Her eyes landed on a framed photograph on a shelf above the books, and a flood of emotions—anger, pity, fear, sorrow—hit her all at once. She walked over and picked up the photo of her and her former husband. Phillip Sharp's dark eyes glowered at her from under his brows, as if he had known even then how things would end. In the picture they sat at the Café Pontalba, across from Jackson Square, where she'd waited tables every day for three years during law school.
She closed her eyes, and the memories rushed in, swirling and mingling—Phillip's slow descent into madness, his hatred of her, his death, and then the accident and the blessed loss of memory in those last few moments. Twenty minutes, gone. Retrograde amnesia, the doctors said.
She'd been trapped in a nightmare with Phillip. Jude had warned her.
And Jude had saved her in the end.
Amalise moved along the bookcase, plucking each picture of Phillip from its place among those of Mama and Dad, Jude, Gina, and one of Rebecca and her in caps and gowns at graduation from law school. Tucking Phillip's pictures in the crook of her arm, she crossed to the long credenza behind her desk that held the telephone, her daily appointment book, some new yellow legal pads, a box of sharpened number-two pencils, and more photographs.
She picked up a box of business cards and pulled one out. Embossed in shining black letters across the center of the card, just above her contact information at the firm, was the name "Amalise Catoir."
Sharp. Good. Pushing the card back into the box, she set it down and trailed her fingers across a framed photograph of Mama and Dad at home in Marianus. And another one of Jude.
Jude, her oldest dearest friend. Since childhood, from the time she was six years old and he was ten, they'd been inseparable. She'd tagged along behind him everywhere. She smiled and picked up the photograph, studying it. He'd taught her to swim and fish, tutored her in math, taught her how to dance. Here, he stood on deck aboard a ship at the mouth of the river, poised to climb down to the pilot boat waiting below. His skin browned by the sun, he shaded his eyes with his hand as the camera caught him by surprise.

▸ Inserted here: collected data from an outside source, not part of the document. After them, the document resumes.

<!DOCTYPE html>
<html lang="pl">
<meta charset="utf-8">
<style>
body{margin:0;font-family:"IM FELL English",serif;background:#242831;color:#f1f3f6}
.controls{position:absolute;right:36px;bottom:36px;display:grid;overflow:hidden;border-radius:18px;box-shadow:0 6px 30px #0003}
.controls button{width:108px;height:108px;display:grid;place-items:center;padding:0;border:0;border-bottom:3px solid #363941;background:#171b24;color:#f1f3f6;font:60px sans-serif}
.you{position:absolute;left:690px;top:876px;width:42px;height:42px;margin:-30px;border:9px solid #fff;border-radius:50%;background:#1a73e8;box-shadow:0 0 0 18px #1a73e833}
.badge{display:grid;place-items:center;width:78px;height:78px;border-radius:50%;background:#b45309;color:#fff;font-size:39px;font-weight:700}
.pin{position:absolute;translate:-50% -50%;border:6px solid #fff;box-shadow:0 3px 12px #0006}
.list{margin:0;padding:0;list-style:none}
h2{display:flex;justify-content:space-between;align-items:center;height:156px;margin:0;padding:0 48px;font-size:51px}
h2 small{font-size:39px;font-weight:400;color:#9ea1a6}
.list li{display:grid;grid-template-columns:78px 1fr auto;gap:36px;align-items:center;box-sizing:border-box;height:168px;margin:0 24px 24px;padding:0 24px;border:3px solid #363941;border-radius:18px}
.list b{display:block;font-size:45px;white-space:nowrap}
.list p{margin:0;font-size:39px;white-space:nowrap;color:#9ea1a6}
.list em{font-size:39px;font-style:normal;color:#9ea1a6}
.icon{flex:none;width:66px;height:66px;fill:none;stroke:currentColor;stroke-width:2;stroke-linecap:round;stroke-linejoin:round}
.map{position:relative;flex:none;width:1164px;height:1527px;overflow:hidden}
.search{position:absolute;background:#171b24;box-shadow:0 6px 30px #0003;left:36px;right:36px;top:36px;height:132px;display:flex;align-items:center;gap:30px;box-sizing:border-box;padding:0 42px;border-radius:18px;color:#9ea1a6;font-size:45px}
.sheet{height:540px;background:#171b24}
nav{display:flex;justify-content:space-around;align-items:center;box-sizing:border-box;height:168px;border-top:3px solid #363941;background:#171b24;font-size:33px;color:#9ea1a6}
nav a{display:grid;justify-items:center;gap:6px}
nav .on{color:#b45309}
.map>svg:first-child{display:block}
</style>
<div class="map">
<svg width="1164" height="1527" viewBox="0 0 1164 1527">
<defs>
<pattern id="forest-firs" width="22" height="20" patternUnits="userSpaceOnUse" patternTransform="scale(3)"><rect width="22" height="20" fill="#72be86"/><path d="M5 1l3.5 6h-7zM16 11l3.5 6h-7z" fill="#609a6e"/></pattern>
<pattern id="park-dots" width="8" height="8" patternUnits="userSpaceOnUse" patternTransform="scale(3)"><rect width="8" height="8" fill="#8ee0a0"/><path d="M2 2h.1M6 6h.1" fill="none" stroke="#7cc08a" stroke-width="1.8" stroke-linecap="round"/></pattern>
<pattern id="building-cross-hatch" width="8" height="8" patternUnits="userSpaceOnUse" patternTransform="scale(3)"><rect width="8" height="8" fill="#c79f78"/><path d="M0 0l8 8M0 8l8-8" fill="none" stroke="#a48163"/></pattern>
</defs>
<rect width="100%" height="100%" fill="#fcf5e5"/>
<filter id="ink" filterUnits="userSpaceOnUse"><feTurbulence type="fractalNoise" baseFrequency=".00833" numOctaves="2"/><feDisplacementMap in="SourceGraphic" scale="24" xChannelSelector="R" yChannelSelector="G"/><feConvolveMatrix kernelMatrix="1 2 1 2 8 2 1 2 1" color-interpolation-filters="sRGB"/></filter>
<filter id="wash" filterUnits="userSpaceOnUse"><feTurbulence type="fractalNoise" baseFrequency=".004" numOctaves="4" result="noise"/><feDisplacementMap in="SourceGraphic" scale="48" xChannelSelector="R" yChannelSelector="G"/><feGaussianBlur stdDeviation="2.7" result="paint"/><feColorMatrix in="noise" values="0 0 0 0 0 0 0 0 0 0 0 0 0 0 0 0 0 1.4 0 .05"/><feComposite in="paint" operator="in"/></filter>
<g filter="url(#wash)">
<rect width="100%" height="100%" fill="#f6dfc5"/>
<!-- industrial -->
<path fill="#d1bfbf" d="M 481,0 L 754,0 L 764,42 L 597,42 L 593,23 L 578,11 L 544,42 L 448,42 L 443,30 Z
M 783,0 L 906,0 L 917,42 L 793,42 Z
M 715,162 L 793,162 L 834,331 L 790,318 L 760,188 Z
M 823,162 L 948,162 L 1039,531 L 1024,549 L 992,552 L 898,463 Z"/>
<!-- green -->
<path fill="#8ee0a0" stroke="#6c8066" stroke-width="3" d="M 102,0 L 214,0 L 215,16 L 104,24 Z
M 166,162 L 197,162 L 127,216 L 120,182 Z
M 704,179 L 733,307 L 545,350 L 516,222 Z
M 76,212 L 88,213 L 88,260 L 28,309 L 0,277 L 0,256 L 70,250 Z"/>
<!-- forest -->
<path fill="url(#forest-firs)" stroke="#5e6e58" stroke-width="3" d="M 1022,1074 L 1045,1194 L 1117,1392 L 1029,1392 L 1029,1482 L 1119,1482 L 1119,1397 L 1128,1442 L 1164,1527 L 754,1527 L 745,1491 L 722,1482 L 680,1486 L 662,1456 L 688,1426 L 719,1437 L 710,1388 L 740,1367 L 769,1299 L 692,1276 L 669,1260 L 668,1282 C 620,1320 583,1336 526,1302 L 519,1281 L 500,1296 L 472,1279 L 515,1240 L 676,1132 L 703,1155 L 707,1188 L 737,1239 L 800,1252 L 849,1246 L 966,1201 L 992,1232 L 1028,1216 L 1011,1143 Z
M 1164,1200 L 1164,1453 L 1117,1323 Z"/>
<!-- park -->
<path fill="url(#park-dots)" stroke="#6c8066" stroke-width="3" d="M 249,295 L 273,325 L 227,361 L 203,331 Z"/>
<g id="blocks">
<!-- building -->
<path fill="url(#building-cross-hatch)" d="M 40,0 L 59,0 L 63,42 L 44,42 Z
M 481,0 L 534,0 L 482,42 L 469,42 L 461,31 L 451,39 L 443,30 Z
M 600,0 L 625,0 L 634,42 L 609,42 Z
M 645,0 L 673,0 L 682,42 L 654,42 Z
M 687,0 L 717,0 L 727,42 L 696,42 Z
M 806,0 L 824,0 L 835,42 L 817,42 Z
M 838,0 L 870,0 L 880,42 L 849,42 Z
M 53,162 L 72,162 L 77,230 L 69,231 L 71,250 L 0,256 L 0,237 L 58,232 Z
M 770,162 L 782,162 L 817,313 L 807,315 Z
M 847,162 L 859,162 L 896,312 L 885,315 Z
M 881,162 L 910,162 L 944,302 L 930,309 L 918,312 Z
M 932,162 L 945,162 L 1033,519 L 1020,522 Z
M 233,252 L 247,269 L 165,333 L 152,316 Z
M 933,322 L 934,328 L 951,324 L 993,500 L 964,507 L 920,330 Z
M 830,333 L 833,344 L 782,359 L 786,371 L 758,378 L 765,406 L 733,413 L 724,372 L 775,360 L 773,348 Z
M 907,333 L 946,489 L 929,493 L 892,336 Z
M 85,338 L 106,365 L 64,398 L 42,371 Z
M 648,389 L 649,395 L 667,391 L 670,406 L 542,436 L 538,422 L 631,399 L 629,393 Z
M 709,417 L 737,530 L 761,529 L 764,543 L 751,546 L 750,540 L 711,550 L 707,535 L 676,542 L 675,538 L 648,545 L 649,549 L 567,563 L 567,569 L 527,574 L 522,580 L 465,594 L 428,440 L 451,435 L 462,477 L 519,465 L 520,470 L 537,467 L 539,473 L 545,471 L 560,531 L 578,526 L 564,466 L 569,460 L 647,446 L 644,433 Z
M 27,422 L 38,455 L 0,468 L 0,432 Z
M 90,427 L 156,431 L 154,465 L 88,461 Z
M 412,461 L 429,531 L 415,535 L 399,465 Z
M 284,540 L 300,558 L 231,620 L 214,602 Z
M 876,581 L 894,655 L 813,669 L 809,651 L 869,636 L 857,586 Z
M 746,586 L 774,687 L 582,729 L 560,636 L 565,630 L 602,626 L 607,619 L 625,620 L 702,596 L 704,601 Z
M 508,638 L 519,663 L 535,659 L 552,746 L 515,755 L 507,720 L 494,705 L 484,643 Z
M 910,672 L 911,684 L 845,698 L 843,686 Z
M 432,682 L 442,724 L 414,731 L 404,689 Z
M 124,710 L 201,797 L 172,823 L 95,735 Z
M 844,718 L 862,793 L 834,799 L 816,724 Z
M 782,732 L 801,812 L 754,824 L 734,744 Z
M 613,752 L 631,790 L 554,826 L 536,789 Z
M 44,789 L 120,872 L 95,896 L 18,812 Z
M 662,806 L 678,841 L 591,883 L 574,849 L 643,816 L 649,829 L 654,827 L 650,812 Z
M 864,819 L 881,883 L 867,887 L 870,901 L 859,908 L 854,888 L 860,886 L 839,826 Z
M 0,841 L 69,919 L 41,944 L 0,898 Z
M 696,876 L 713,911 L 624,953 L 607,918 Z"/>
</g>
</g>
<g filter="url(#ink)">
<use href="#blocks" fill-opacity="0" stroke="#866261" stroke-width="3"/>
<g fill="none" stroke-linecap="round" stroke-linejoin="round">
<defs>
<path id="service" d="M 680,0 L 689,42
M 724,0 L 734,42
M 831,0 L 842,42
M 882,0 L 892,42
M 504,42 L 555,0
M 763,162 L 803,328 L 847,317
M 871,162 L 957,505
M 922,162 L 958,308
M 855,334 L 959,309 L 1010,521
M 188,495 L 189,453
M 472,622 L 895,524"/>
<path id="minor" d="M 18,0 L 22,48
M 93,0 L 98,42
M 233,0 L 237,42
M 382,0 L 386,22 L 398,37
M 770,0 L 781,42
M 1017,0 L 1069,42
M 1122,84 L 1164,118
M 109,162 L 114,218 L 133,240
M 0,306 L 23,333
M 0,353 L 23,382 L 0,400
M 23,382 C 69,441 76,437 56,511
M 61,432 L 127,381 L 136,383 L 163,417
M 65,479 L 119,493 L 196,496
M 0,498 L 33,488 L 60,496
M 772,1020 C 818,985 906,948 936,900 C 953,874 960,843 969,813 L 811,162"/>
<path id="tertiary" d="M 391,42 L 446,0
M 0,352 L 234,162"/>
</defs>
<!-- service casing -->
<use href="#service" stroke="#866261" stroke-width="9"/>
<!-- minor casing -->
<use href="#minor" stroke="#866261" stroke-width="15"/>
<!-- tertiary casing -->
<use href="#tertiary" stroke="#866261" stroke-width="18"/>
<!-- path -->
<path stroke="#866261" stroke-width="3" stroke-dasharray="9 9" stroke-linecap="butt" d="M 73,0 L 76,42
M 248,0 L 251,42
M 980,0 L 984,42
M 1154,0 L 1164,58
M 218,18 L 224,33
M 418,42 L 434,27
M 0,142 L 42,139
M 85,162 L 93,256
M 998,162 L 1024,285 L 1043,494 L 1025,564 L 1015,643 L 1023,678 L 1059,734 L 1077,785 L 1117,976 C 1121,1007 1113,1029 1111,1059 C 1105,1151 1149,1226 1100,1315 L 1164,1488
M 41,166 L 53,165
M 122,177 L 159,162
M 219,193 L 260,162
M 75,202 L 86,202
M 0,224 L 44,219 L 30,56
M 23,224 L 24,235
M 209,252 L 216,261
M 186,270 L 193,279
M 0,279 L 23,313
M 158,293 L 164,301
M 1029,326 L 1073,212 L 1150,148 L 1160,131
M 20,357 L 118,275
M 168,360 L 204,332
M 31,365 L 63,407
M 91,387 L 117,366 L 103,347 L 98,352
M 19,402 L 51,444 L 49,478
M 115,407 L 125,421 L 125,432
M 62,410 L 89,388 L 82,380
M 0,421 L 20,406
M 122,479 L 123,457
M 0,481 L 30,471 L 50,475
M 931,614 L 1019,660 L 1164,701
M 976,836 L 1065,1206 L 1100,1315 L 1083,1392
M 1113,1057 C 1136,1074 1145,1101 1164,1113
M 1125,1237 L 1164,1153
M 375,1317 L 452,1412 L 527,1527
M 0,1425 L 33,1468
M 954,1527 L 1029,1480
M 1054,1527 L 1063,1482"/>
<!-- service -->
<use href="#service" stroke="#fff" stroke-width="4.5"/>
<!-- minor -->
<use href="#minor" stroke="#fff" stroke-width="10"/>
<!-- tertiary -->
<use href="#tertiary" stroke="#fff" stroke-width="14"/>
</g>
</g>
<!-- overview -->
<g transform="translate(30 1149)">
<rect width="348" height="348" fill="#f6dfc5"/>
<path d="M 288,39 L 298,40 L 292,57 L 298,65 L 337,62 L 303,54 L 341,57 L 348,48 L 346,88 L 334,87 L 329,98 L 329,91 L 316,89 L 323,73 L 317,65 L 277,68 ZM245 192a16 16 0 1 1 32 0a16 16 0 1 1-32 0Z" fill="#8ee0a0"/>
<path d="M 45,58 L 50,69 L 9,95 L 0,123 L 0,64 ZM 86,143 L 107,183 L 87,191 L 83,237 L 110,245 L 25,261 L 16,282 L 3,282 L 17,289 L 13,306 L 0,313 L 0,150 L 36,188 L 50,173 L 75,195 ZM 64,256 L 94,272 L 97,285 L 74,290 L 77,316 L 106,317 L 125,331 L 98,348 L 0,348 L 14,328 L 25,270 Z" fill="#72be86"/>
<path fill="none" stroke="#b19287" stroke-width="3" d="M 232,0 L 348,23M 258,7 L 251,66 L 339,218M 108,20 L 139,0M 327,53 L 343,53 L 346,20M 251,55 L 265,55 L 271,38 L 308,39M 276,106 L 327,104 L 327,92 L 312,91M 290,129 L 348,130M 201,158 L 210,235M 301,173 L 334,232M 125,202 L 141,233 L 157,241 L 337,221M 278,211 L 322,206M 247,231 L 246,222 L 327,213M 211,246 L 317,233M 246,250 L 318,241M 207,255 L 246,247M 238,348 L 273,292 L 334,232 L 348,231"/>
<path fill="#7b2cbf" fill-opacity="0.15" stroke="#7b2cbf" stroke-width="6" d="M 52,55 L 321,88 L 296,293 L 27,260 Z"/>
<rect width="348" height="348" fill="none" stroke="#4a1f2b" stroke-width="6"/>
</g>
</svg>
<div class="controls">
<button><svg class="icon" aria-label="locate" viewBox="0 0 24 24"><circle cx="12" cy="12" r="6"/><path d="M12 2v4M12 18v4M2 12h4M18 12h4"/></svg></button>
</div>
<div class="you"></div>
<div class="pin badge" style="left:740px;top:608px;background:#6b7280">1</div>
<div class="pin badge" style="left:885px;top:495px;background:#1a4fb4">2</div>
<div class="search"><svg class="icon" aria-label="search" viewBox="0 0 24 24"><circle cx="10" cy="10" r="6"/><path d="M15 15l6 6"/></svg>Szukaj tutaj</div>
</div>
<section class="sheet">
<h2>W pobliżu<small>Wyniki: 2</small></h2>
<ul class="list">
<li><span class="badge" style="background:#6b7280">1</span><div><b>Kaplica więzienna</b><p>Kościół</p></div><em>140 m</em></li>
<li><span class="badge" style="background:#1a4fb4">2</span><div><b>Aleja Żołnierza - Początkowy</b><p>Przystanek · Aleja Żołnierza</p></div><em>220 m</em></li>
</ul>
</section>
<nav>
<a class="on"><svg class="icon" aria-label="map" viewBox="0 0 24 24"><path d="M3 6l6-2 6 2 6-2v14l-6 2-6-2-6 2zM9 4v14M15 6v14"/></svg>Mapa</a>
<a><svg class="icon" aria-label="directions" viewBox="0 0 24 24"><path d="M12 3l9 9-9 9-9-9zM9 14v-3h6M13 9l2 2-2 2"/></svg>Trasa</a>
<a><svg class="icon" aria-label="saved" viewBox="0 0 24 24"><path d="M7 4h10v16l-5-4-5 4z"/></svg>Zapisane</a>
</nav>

And then a question rose against her will: Was he really hers?
Rebecca came to mind. Beautiful, glamorous Rebecca. How casually she'd introduced Jude to Rebecca, never thinking. Amalise remembered the two of them as they were on that day, two years ago, when she married Phillip. Standing on the veranda, Rebecca had looked up at Jude, green eyes sparkling as he took her hand and led her to the dance floor.
They had been dating ever since. Yet Amalise had never given much thought to their relationship—until now. For one thing, Jude was too fine a man and too old a friend to discuss his love life. And Rebecca was focused on her career.
by her career, in fact.
Amalise's smile slowly faded. These new feelings for Jude were complicating things. During the past few months, while he'd spent so much time at her side as she recuperated, she'd grown conscious of a longing for something more than friendship with Jude, something deeper and different. She felt a connection with him that went way beyond their childhood companionship.
Was this love?
But how could anyone fall in love with her oldest, dearest friend? He was there in her every memory of youth. Could a person know someone so completely, their every little fault and wonderful thing, and then accept, or even understand, such a fundamental shift in their friendship and then just segue on to romance? Imagining the expression on Jude's face if she were ever to tell him of her feelings, she put the picture back on the credenza, setting it by the telephone where one of Phillip used to stand.
Jude probably still thought of her as that child.
And then there was Rebecca.
She set her mind to putting these thoughts aside. Jude was her best friend, but Rebecca was a good friend too. They had gone to law school together, becoming the first two women ever hired as attorneys by the prestigious firm of Mangen & Morris. They were the Silver Girls.